Nothing but the entries, copied exactly, should appear in the response.

* Data for analysis:

■ ■ ■ ■ ■

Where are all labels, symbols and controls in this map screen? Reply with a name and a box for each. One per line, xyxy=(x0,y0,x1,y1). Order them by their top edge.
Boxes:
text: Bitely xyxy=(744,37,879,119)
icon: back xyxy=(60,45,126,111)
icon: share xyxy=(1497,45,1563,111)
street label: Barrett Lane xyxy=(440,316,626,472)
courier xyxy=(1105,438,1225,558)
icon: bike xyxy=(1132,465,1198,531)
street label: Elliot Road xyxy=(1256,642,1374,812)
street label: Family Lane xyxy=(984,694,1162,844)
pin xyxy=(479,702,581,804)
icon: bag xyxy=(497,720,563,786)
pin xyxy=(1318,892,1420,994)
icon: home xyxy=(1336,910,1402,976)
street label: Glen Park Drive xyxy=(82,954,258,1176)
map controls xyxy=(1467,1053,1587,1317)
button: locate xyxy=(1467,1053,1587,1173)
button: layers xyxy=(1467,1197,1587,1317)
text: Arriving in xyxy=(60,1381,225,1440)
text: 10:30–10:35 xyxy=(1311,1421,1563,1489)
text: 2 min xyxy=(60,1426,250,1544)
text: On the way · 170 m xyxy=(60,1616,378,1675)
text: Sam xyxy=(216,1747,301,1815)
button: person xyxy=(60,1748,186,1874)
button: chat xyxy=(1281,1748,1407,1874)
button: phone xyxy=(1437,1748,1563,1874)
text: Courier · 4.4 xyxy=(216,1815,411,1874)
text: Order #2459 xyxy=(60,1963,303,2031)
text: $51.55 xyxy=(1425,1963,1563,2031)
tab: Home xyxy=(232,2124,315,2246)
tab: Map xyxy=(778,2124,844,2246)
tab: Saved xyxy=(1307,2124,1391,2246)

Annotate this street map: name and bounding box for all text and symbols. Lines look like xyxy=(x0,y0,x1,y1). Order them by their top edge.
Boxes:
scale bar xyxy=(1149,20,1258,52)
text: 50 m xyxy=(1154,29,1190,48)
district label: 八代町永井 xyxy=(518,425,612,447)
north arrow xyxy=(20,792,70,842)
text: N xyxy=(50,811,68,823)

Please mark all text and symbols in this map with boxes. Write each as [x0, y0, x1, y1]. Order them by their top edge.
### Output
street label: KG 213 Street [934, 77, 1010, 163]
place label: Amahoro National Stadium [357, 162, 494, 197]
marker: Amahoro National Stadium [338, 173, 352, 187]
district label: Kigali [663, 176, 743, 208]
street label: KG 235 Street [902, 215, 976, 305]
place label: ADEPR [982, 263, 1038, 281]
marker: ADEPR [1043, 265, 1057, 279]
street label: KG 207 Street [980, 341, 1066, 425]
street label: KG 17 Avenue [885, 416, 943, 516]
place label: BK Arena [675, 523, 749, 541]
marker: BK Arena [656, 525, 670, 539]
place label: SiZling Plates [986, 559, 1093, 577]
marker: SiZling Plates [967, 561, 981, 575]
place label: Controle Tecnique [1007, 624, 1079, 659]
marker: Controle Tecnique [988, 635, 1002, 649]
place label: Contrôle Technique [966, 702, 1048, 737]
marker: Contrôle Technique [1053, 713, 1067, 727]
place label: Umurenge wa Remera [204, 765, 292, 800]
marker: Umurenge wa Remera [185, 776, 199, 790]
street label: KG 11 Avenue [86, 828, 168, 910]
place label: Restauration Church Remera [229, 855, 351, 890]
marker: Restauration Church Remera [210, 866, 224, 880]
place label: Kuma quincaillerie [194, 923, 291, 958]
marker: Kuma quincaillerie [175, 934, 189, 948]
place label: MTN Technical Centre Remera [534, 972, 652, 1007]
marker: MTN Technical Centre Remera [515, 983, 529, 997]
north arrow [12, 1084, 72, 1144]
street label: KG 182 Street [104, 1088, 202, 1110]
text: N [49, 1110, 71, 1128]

■ ■ ■ ■ ■

* Answer section:
Where are all labels, symbols and controls in this map screen? Reply with a name and a box for each. One per line, xyxy=(x0,y0,x1,y1). Order them by their top edge.
Boxes:
text: Bitely xyxy=(744,37,879,119)
icon: back xyxy=(60,45,126,111)
icon: share xyxy=(1497,45,1563,111)
street label: Barrett Lane xyxy=(440,316,626,472)
courier xyxy=(1105,438,1225,558)
icon: bike xyxy=(1132,465,1198,531)
street label: Elliot Road xyxy=(1256,642,1374,812)
street label: Family Lane xyxy=(984,694,1162,844)
pin xyxy=(479,702,581,804)
icon: bag xyxy=(497,720,563,786)
pin xyxy=(1318,892,1420,994)
icon: home xyxy=(1336,910,1402,976)
street label: Glen Park Drive xyxy=(82,954,258,1176)
map controls xyxy=(1467,1053,1587,1317)
button: locate xyxy=(1467,1053,1587,1173)
button: layers xyxy=(1467,1197,1587,1317)
text: Arriving in xyxy=(60,1381,225,1440)
text: 10:30–10:35 xyxy=(1311,1421,1563,1489)
text: 2 min xyxy=(60,1426,250,1544)
text: On the way · 170 m xyxy=(60,1616,378,1675)
text: Sam xyxy=(216,1747,301,1815)
button: person xyxy=(60,1748,186,1874)
button: chat xyxy=(1281,1748,1407,1874)
button: phone xyxy=(1437,1748,1563,1874)
text: Courier · 4.4 xyxy=(216,1815,411,1874)
text: Order #2459 xyxy=(60,1963,303,2031)
text: $51.55 xyxy=(1425,1963,1563,2031)
tab: Home xyxy=(232,2124,315,2246)
tab: Map xyxy=(778,2124,844,2246)
tab: Saved xyxy=(1307,2124,1391,2246)

Annotate this street map: name and bounding box for all text and symbols. Lines look like xyxy=(x0,y0,x1,y1). Order them by their top edge.
Boxes:
scale bar xyxy=(1149,20,1258,52)
text: 50 m xyxy=(1154,29,1190,48)
district label: 八代町永井 xyxy=(518,425,612,447)
north arrow xyxy=(20,792,70,842)
text: N xyxy=(50,811,68,823)

Please mark all text and symbols in this map with boxes. Write each as [x0, y0, x1, y1]. Order them by their top edge.
### Output
street label: KG 213 Street [934, 77, 1010, 163]
place label: Amahoro National Stadium [357, 162, 494, 197]
marker: Amahoro National Stadium [338, 173, 352, 187]
district label: Kigali [663, 176, 743, 208]
street label: KG 235 Street [902, 215, 976, 305]
place label: ADEPR [982, 263, 1038, 281]
marker: ADEPR [1043, 265, 1057, 279]
street label: KG 207 Street [980, 341, 1066, 425]
street label: KG 17 Avenue [885, 416, 943, 516]
place label: BK Arena [675, 523, 749, 541]
marker: BK Arena [656, 525, 670, 539]
place label: SiZling Plates [986, 559, 1093, 577]
marker: SiZling Plates [967, 561, 981, 575]
place label: Controle Tecnique [1007, 624, 1079, 659]
marker: Controle Tecnique [988, 635, 1002, 649]
place label: Contrôle Technique [966, 702, 1048, 737]
marker: Contrôle Technique [1053, 713, 1067, 727]
place label: Umurenge wa Remera [204, 765, 292, 800]
marker: Umurenge wa Remera [185, 776, 199, 790]
street label: KG 11 Avenue [86, 828, 168, 910]
place label: Restauration Church Remera [229, 855, 351, 890]
marker: Restauration Church Remera [210, 866, 224, 880]
place label: Kuma quincaillerie [194, 923, 291, 958]
marker: Kuma quincaillerie [175, 934, 189, 948]
place label: MTN Technical Centre Remera [534, 972, 652, 1007]
marker: MTN Technical Centre Remera [515, 983, 529, 997]
north arrow [12, 1084, 72, 1144]
street label: KG 182 Street [104, 1088, 202, 1110]
text: N [49, 1110, 71, 1128]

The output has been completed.